So i'm studying compiler construction for an exam , but there seems something i can't understand.
Let's assume the following set of terminals:
T = {:, *, =, (, ), <, >, {, }, [a..z], [0..9]}
And the set of accepted tokens (l
points to a letter , and d
points to a digit):
A = { l(l|d)* , (d)+ , { (anything)* } , : , := , < , <= , <> , > , >= , ( , (* , * , *) }
Here's the state transition diagram:
Now i understand that state number 20 needs backtracking because:
(
might come , but it might be followed by a *
.:
might come , but it might be followed by a =
.<
might come , but it might be followed by a =
or >
.>
might come , but it might be followed by a =
.But what about states 3 , 5 , and 11 ? , why do we need to backtrack them ?.

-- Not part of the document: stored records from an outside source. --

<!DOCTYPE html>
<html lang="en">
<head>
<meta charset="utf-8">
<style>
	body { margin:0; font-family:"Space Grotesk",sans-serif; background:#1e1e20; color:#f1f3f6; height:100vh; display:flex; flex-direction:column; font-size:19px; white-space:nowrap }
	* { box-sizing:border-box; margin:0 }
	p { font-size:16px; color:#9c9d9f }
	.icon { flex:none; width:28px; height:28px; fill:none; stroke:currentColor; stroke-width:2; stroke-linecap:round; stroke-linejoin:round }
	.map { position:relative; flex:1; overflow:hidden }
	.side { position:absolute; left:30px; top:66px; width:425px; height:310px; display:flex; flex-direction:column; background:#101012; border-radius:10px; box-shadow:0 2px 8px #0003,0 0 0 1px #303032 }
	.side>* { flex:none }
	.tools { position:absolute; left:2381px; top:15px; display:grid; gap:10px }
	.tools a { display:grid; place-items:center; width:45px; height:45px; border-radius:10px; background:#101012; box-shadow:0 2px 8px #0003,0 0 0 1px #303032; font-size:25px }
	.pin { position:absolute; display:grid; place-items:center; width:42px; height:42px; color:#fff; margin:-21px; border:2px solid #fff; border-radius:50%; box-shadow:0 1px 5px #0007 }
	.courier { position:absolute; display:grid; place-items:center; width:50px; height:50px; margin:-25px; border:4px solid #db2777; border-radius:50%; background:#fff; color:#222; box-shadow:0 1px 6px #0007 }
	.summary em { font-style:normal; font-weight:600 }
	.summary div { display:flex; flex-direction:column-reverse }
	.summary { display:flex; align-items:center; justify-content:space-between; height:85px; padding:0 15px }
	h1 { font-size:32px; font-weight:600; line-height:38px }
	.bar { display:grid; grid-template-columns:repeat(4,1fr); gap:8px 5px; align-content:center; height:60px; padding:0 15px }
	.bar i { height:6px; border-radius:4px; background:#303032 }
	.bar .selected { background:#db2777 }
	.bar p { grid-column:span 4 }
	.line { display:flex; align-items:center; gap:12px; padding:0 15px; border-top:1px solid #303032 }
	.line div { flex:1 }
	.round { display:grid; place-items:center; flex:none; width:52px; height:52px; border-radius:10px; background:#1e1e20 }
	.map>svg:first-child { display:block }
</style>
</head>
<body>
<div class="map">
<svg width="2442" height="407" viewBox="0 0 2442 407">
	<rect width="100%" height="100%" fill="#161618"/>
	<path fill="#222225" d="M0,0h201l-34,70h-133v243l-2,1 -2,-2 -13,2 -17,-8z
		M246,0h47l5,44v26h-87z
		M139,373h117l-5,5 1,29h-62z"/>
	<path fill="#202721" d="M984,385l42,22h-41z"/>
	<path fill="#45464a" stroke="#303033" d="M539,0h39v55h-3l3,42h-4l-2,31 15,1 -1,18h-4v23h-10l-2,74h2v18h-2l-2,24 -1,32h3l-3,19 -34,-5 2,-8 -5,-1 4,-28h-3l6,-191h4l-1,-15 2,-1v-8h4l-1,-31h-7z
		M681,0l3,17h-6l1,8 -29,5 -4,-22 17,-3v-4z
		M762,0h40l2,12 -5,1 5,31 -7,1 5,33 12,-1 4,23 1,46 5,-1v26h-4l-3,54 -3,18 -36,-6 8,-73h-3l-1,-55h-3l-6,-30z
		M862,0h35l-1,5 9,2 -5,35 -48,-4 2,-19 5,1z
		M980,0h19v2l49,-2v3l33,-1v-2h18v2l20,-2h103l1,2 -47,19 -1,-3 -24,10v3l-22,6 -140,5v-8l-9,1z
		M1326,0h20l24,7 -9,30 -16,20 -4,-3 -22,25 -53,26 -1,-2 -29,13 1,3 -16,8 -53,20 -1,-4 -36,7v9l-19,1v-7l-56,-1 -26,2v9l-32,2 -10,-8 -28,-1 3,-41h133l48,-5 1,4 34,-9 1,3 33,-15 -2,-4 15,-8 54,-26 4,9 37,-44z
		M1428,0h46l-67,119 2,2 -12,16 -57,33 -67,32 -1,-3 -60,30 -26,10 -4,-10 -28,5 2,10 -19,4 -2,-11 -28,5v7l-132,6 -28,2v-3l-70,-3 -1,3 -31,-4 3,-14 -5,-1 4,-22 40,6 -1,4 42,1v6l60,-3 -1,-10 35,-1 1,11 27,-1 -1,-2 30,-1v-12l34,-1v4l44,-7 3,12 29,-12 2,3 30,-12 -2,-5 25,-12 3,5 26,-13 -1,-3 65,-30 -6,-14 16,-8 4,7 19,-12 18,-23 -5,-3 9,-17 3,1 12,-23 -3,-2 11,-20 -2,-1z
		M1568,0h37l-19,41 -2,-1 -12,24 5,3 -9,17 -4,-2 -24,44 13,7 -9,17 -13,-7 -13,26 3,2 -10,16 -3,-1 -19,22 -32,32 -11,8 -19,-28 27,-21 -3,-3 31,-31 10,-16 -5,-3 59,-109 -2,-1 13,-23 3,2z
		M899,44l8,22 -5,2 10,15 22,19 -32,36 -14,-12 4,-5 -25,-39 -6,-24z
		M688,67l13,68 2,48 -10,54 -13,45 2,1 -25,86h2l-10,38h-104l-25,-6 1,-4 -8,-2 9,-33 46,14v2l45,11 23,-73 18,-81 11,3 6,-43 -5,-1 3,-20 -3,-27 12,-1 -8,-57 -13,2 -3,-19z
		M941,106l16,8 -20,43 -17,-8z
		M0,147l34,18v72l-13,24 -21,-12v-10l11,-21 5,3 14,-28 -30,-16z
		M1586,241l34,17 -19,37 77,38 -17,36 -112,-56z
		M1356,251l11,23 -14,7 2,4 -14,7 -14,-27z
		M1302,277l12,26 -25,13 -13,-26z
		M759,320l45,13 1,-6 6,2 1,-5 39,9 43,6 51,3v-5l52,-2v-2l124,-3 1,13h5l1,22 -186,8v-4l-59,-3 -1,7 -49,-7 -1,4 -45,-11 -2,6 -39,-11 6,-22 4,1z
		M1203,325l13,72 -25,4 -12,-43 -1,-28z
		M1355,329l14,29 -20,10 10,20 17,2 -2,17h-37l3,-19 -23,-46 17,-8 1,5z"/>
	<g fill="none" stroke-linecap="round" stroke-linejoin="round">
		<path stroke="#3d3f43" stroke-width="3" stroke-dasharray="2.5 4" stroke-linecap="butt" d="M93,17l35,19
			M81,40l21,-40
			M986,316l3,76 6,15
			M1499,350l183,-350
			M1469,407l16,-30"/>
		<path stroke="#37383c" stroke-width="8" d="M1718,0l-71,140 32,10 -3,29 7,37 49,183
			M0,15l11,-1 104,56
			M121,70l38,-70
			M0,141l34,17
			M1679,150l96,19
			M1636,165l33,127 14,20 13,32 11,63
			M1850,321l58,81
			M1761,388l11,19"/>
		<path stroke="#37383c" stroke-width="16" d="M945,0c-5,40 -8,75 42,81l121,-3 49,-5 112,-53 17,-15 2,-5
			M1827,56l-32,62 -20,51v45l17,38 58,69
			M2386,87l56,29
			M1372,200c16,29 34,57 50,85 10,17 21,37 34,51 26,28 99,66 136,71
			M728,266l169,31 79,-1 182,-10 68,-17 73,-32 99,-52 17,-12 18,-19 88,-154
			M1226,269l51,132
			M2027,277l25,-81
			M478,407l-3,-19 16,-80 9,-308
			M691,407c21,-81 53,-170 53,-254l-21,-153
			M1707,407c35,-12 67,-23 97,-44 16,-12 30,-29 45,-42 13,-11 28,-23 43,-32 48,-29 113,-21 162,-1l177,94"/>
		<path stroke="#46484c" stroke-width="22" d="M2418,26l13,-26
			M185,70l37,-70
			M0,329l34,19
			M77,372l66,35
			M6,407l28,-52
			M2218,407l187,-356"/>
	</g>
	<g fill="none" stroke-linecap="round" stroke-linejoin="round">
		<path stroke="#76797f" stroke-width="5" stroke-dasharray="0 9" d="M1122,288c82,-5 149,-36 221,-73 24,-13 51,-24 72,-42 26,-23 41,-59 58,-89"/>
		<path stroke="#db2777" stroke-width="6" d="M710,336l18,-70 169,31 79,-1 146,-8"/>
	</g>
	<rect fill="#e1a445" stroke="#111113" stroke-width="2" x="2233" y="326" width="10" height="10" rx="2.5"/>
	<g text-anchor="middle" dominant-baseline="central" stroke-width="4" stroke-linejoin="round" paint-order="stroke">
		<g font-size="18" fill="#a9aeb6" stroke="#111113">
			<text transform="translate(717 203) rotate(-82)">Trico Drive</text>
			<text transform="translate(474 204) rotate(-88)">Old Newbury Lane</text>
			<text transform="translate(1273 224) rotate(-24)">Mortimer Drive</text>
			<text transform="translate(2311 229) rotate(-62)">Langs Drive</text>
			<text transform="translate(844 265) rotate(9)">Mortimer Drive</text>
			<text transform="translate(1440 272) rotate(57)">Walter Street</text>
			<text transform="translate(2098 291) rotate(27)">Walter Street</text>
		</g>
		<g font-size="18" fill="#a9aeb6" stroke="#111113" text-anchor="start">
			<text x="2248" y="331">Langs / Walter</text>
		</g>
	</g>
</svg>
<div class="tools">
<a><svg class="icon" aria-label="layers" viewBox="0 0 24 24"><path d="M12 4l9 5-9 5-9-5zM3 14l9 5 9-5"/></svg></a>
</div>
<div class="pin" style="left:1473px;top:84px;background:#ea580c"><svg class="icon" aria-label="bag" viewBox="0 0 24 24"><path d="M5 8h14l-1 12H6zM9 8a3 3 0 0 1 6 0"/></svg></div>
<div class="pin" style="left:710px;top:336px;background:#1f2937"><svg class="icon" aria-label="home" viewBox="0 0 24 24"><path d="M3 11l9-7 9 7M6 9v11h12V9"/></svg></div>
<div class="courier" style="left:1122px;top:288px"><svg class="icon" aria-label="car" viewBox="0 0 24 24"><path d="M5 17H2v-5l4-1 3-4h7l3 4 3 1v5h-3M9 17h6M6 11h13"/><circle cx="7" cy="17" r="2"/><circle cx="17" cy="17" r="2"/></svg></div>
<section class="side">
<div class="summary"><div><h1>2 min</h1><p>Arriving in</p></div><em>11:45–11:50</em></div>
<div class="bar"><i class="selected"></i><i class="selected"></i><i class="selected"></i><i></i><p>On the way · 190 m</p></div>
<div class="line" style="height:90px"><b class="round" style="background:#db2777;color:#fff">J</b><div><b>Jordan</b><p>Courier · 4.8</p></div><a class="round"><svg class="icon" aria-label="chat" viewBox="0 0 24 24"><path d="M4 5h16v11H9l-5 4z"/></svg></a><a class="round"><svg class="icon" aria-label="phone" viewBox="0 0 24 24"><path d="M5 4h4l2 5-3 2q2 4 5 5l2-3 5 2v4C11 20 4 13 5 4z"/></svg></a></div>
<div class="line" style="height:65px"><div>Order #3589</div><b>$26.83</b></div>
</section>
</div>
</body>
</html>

It looks like "backtracking" here means you've read a character, but you haven't consumed it. So for state 3 we've consumed a l
and maybe some l
and d
, and then we get some character that is neither; that character terminates the l(l|d)*
rule, but then still needs to be processed.
Contrast that with state 7 where we read a }
character to terminate the rule, and we've used up the }
so we don't need to "backtrack."
This explanation is consistent with states 3, 5, and 20, but I don't get why 11 needs to backtrack.